The quality of life after the combined procedure is fantastic. These individuals come in with two problems: kidney failure, most of the time on dialysis, and a very long period of time of having been diabetic: taking insulin, having difficulties with controlling their glucoses. And after this single operation, both of those problems are fixed; so they feel fantastic. They are no longer on dialysis, or impending, about to go on, and they no longer have to take insulin and having swings in their blood sugars and having normal control.
So we’ve fixed the kidney problem, we’ve fixed their diabetes, and when this works well, it is an outstanding result for the individual.
So individuals that receive a pancreas transplant can expect the organ to last for ten years or more, on average. It is a very durable therapy and is able to function for many, many years when a patient is compliant, and especially when early rejection episodes are avoided.
Even from a deceased donor, a combined operation, it is probably mostly a function of us being able to monitor the kidney to pick up on problems related to rejection. It’s hard to track rejection of the pancreas, whereas it’s easy to track rejection of the kidney. So if you have both organs in and you follow the kidney quite easily and know that there’s trouble, and increase the immunosuppression if there’s rejection and treat both – in both organs. It tends to correlate, so if you’re having rejection of the kidney, you’re typically having rejection of the pancreas, and that’s at least an 80% correlation for the most time.
Initially after the operation is done, patients spend at least a week in the hospital and often a couple of weeks in the hospital. Once someone goes home, they are getting labs drawn twice a week, usually close to home, and coming back for outpatient visits on a weekly basis and then every other week, and then once a month. For the first couple of months, they’re back here for outpatient visits fairly frequently. But once time goes on, they are able to just follow up every three months, but still getting labs twice a week, then once a week, then every other week, and then monthly.
Long term follow up, which I would say is after the first year, patients are seen once every three months, in a doctor’s office appointment, and get labs drawn once a month.
Patients come to Hopkins to look into a pancreas transplant for several reasons. One, there’s a big team of people here who are dedicated to taking care of transplant patients. The expertise that these individuals bring is fantastic for this patient population. This includes surgeons, medical physicians, nurse coordinators, nurse practitioners, everyone together has had a lot of experience taking care of pancreas transplant patients and as a result, that collective experience is great for helping someone through the operating procedure and then the post-operative recovery.

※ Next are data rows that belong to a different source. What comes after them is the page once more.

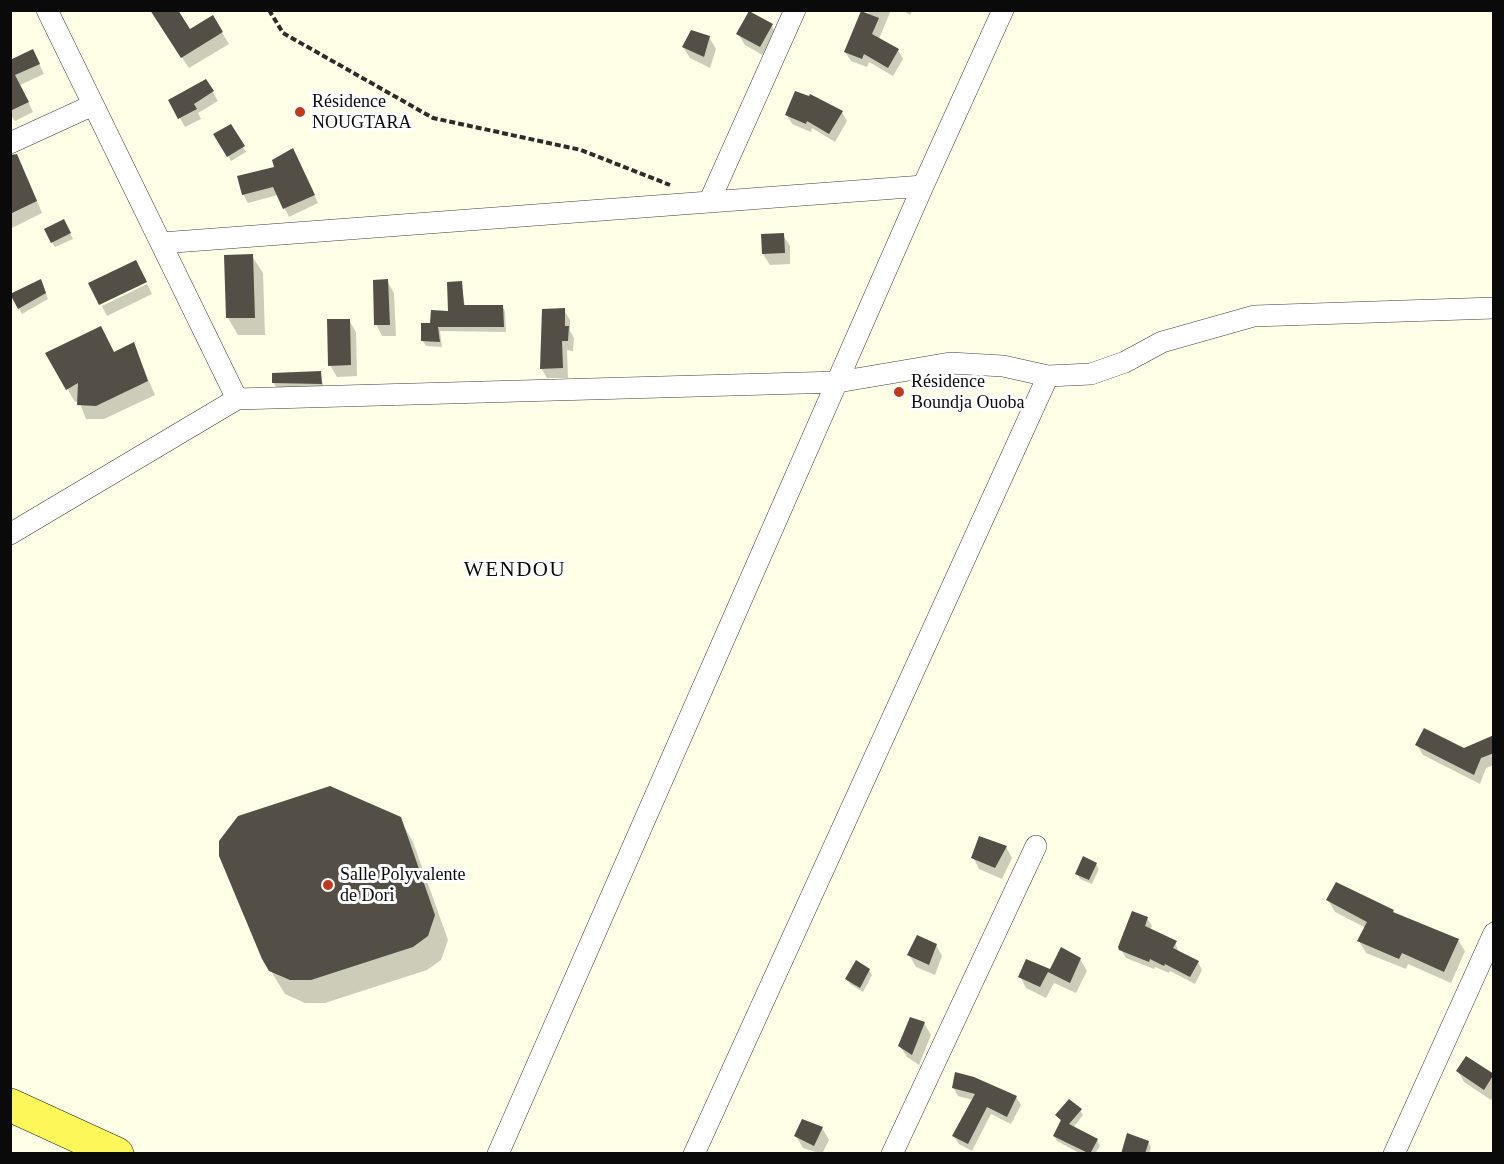 <!DOCTYPE html>
<html>
<head>
<meta charset="utf-8">
<style>
	body { margin:0 }
	#map { position:relative; width:1504px; height:1164px; overflow:hidden; background:#ffffe7; font-family:"Times New Roman",serif }
	canvas { display:block }
	.frame { position:absolute; inset:0; border:12px solid #0a0a0a; pointer-events:none }
</style>
</head>
<body>
<div id="map">
<canvas width="1504" height="1164"></canvas>
<div class="frame"></div>
</div>
<script>
const ctx = document.querySelector('canvas').getContext('2d');
ctx.lineJoin = 'round';
function paint(path, color) { ctx.fillStyle = color; ctx.fill(path, 'evenodd'); }
function stroke(path, color, width, dash) { ctx.strokeStyle = color; ctx.lineWidth = width; ctx.lineCap = dash ? 'butt' : 'round'; ctx.setLineDash(dash || []); ctx.stroke(path); }
function write(font, color, halo, rows, align = 'center') {
  ctx.font = font + ' "Times New Roman",serif'; ctx.lineWidth = 6; ctx.setLineDash([]); ctx.textBaseline = 'middle'; ctx.strokeStyle = halo; ctx.fillStyle = color; for (const [text, x, y, turn = 0] of rows) {
    ctx.save(); ctx.translate(x, y); ctx.rotate((+turn || 0) * Math.PI / 180); ctx.textAlign = isNaN(turn) ? turn : align; if (halo) ctx.strokeText(text, 0, 0); ctx.fillText(text, 0, 0); ctx.restore();
  }
}
paint(new Path2D(`
	M 870,10 L 891,10 L 879,39 L 898,50 L 903,59 L 893,76 L 869,62 L 867,67 L 851,61 L 845,52 Z
	M 903,10 L 913,10 L 910,15 Z
	M 212,17 L 229,44 L 189,68 L 161,26 L 189,31 Z
	M 772,26 L 778,37 L 766,57 L 745,45 L 738,34 Z
	M 709,37 L 716,49 L 710,68 L 690,58 L 683,47 Z
	M 10,61 L 38,61 L 44,74 L 20,85 L 33,112 L 15,121 L 10,114 Z
	M 206,81 L 218,101 L 198,113 L 201,119 L 185,127 L 170,101 Z
	M 842,112 L 847,121 L 835,142 L 812,128 L 811,132 L 792,124 L 787,115 Z
	M 231,126 L 246,152 L 231,161 L 216,134 Z
	M 297,158 L 318,203 L 289,217 L 278,195 L 248,203 L 243,194 L 276,168 Z
	M 10,170 L 27,177 L 42,213 L 10,229 Z
	M 64,221 L 73,239 L 55,247 L 52,242 Z
	M 783,235 L 790,246 L 790,264 L 770,265 L 763,254 Z
	M 252,256 L 263,273 L 265,335 L 238,335 L 228,318 Z
	M 387,281 L 394,293 L 396,336 L 382,336 L 376,324 Z
	M 461,283 L 465,306 L 502,306 L 505,311 L 506,332 L 440,331 L 442,347 L 426,346 L 423,341 L 432,325 L 450,313 Z
	M 147,284 L 152,294 L 107,316 L 102,306 Z
	M 43,285 L 48,299 L 22,314 L 12,295 Z
	M 564,310 L 570,320 L 570,331 L 574,338 L 573,351 L 567,350 L 568,378 L 547,378 L 541,368 Z
	M 349,320 L 356,332 L 357,376 L 337,377 L 330,365 Z
	M 133,344 L 155,395 L 104,419 L 86,419 L 79,401 L 75,402 L 47,354 L 115,354 Z
	M 320,372 L 324,389 L 276,387 L 273,382 Z
	M 1494,740 L 1494,765 L 1486,768 L 1480,784 L 1423,755 L 1417,745 L 1464,750 Z
	M 399,818 L 413,842 L 448,940 L 441,960 L 427,970 L 325,1003 L 305,1003 L 285,994 L 263,958 Z
	M 1006,847 L 1012,858 L 1002,879 L 979,869 L 973,857 Z
	M 1096,864 L 1099,869 L 1092,884 L 1080,879 L 1077,873 Z
	M 1328,900 L 1393,911 L 1395,915 L 1458,940 L 1465,951 L 1451,983 L 1408,964 L 1406,969 L 1366,953 L 1359,941 L 1366,928 L 1335,912 Z
	M 1147,918 L 1152,926 L 1150,930 L 1175,942 L 1179,953 L 1198,962 L 1202,970 L 1195,984 L 1170,971 L 1169,973 L 1155,967 L 1154,969 L 1126,958 L 1119,946 Z
	M 936,945 L 942,956 L 935,975 L 916,967 L 909,955 Z
	M 1080,959 L 1087,971 L 1076,993 L 1054,983 L 1046,998 L 1026,988 L 1020,976 L 1050,971 Z
	M 869,970 L 872,975 L 863,992 L 850,984 L 847,979 Z
	M 924,1023 L 931,1035 L 919,1065 L 907,1057 L 900,1046 Z
	M 1458,1071 L 1493,1076 L 1494,1096 L 1491,1100 L 1464,1082 Z
	M 953,1087 L 1016,1097 L 1021,1105 L 1011,1124 L 991,1114 L 972,1151 L 959,1144 L 954,1136 L 973,1100 L 958,1096 Z
	M 1080,1110 L 1083,1115 L 1073,1128 L 1097,1140 L 1100,1146 L 1095,1154 L 1081,1154 L 1057,1141 L 1054,1136 L 1062,1122 L 1057,1116 Z
	M 822,1128 L 829,1140 L 822,1154 L 803,1148 L 796,1136 Z
	M 1148,1142 L 1151,1147 L 1149,1154 L 1126,1154 Z`), '#0003');
paint(new Path2D(`
	M 150,10 L 178,10 L 190,29 L 213,15 L 223,32 L 181,58 Z
	M 749,11 L 773,24 L 760,47 L 736,34 Z
	M 861,11 L 879,18 L 872,34 L 899,49 L 888,68 L 864,54 L 862,59 L 844,52 Z
	M 691,30 L 710,36 L 704,57 L 682,47 Z
	M 33,49 L 40,64 L 15,75 L 29,102 L 10,111 L 10,60 Z
	M 206,79 L 214,91 L 194,104 L 197,109 L 178,119 L 168,100 Z
	M 795,91 L 809,96 L 810,94 L 843,111 L 829,134 L 807,121 L 806,124 L 785,115 Z
	M 231,124 L 245,146 L 227,157 L 213,134 Z
	M 293,148 L 315,195 L 283,209 L 273,187 L 242,195 L 237,176 L 274,167 L 272,160 Z
	M 17,154 L 37,201 L 10,214 L 10,155 Z
	M 64,219 L 71,233 L 51,243 L 44,229 Z
	M 784,233 L 785,253 L 762,254 L 761,234 Z
	M 253,254 L 255,318 L 226,318 L 224,255 Z
	M 136,260 L 147,282 L 99,305 L 88,283 Z
	M 41,279 L 46,293 L 18,309 L 10,294 Z
	M 388,279 L 390,325 L 374,325 L 373,280 Z
	M 462,281 L 464,305 L 503,305 L 504,327 L 438,327 L 440,342 L 421,341 L 421,323 L 430,323 L 431,310 L 448,311 L 447,282 Z
	M 565,308 L 565,326 L 569,326 L 568,341 L 562,341 L 563,368 L 540,369 L 542,309 Z
	M 327,319 L 350,319 L 351,365 L 328,366 Z
	M 101,326 L 114,352 L 134,342 L 148,381 L 96,406 L 77,405 L 78,383 L 66,390 L 45,353 Z
	M 321,371 L 322,384 L 272,383 L 272,373 Z
	M 1424,728 L 1464,748 L 1494,735 L 1494,753 L 1481,758 L 1474,775 L 1415,745 Z
	M 330,786 L 401,817 L 435,915 L 428,936 L 413,947 L 311,980 L 290,980 L 269,971 L 262,959 L 219,856 L 219,841 L 238,816 Z
	M 979,836 L 1007,846 L 995,868 L 971,858 Z
	M 1083,856 L 1097,863 L 1089,880 L 1075,874 Z
	M 1336,882 L 1394,910 L 1393,912 L 1459,939 L 1444,972 L 1402,953 L 1399,959 L 1357,941 L 1367,922 L 1326,900 Z
	M 1132,911 L 1148,917 L 1145,926 L 1177,941 L 1173,948 L 1199,961 L 1190,977 L 1165,964 L 1164,966 L 1150,959 L 1149,962 L 1119,950 L 1118,947 Z
	M 917,935 L 937,944 L 929,965 L 907,955 Z
	M 1061,947 L 1081,958 L 1070,983 L 1048,972 L 1040,987 L 1018,977 L 1026,959 L 1050,969 Z
	M 856,960 L 870,969 L 860,988 L 845,979 Z
	M 910,1017 L 925,1022 L 912,1055 L 898,1046 Z
	M 1466,1056 L 1494,1074 L 1484,1090 L 1456,1071 Z
	M 955,1072 L 974,1077 L 1017,1096 L 1007,1117 L 987,1107 L 968,1144 L 952,1136 L 975,1094 L 952,1088 Z
	M 1069,1099 L 1082,1109 L 1069,1124 L 1098,1139 L 1090,1154 L 1053,1136 L 1061,1120 L 1055,1115 Z
	M 802,1119 L 823,1127 L 814,1146 L 794,1136 Z
	M 1127,1133 L 1149,1141 L 1145,1154 L 1121,1154 Z`), '#534e46');
const street = new Path2D(`
	M 47,10 L 237,399
	M 10,143 L 93,105
	M 710,200 L 795,10
	M 161,243 L 923,186
	M 10,534 L 237,399 L 838,382 L 950,363 L 1003,366 L 1048,376 L 1091,374 L 1125,362 L 1162,342 L 1254,316 L 1494,308
	M 498,1154 L 923,186 L 1003,10
	M 694,1154 L 1048,376
	M 892,1154 L 1036,846
	M 1394,1154 L 1494,933`);
const primary = new Path2D(`
	M 10,1105 L 117,1154`);
stroke(street, '#3d3d3d', 22);
stroke(primary, '#1b1b1b', 34);
stroke(new Path2D(`
	M 269,10 L 283,33 L 433,118 L 581,150 L 670,185`), '#2c2c2c', 4, [6, 3]);
stroke(street, '#fff', 21);
stroke(primary, '#fdf75a', 33);
for (const [x, y, r, color] of [
	[300,112,6,"#bd3a20"],
	[899,392,6,"#bd3a20"],
	[328,885,6,"#bd3a20"]
]) { const dot = new Path2D(); dot.arc(x, y, r, 0, 2 * Math.PI); ctx.fillStyle = color; ctx.fill(dot); stroke(dot, '#fff', 2); }
write('18px', '#0a0a0a', '#fff', [
	["Résidence",312,102],
	["NOUGTARA",312,123],
	["Résidence",911,382],
	["Boundja Ouoba",911,403],
	["Salle Polyvalente",340,875],
	["de Dori",340,896]
], 'left');
ctx.letterSpacing = '1.5px';
write('21px', '#0a0a0a', '#fff', [
	["WENDOU",515,570]
]);
ctx.letterSpacing = '0px';
</script>
</body>
</html>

The second reason that patients come to Hopkins to look into a pancreas transplant is the experience that we have with taking care of sensitized patients. These are individuals that have antibody in their blood stream, are often difficult to transplant, and the experience that has been gained in the kidney and pancreas transplant populations that have antibody that makes transplantation difficult draws individuals here, looking for a chance at transplant, when they haven’t been able to get that opportunity elsewhere because of these sensitization events that they have had in the past.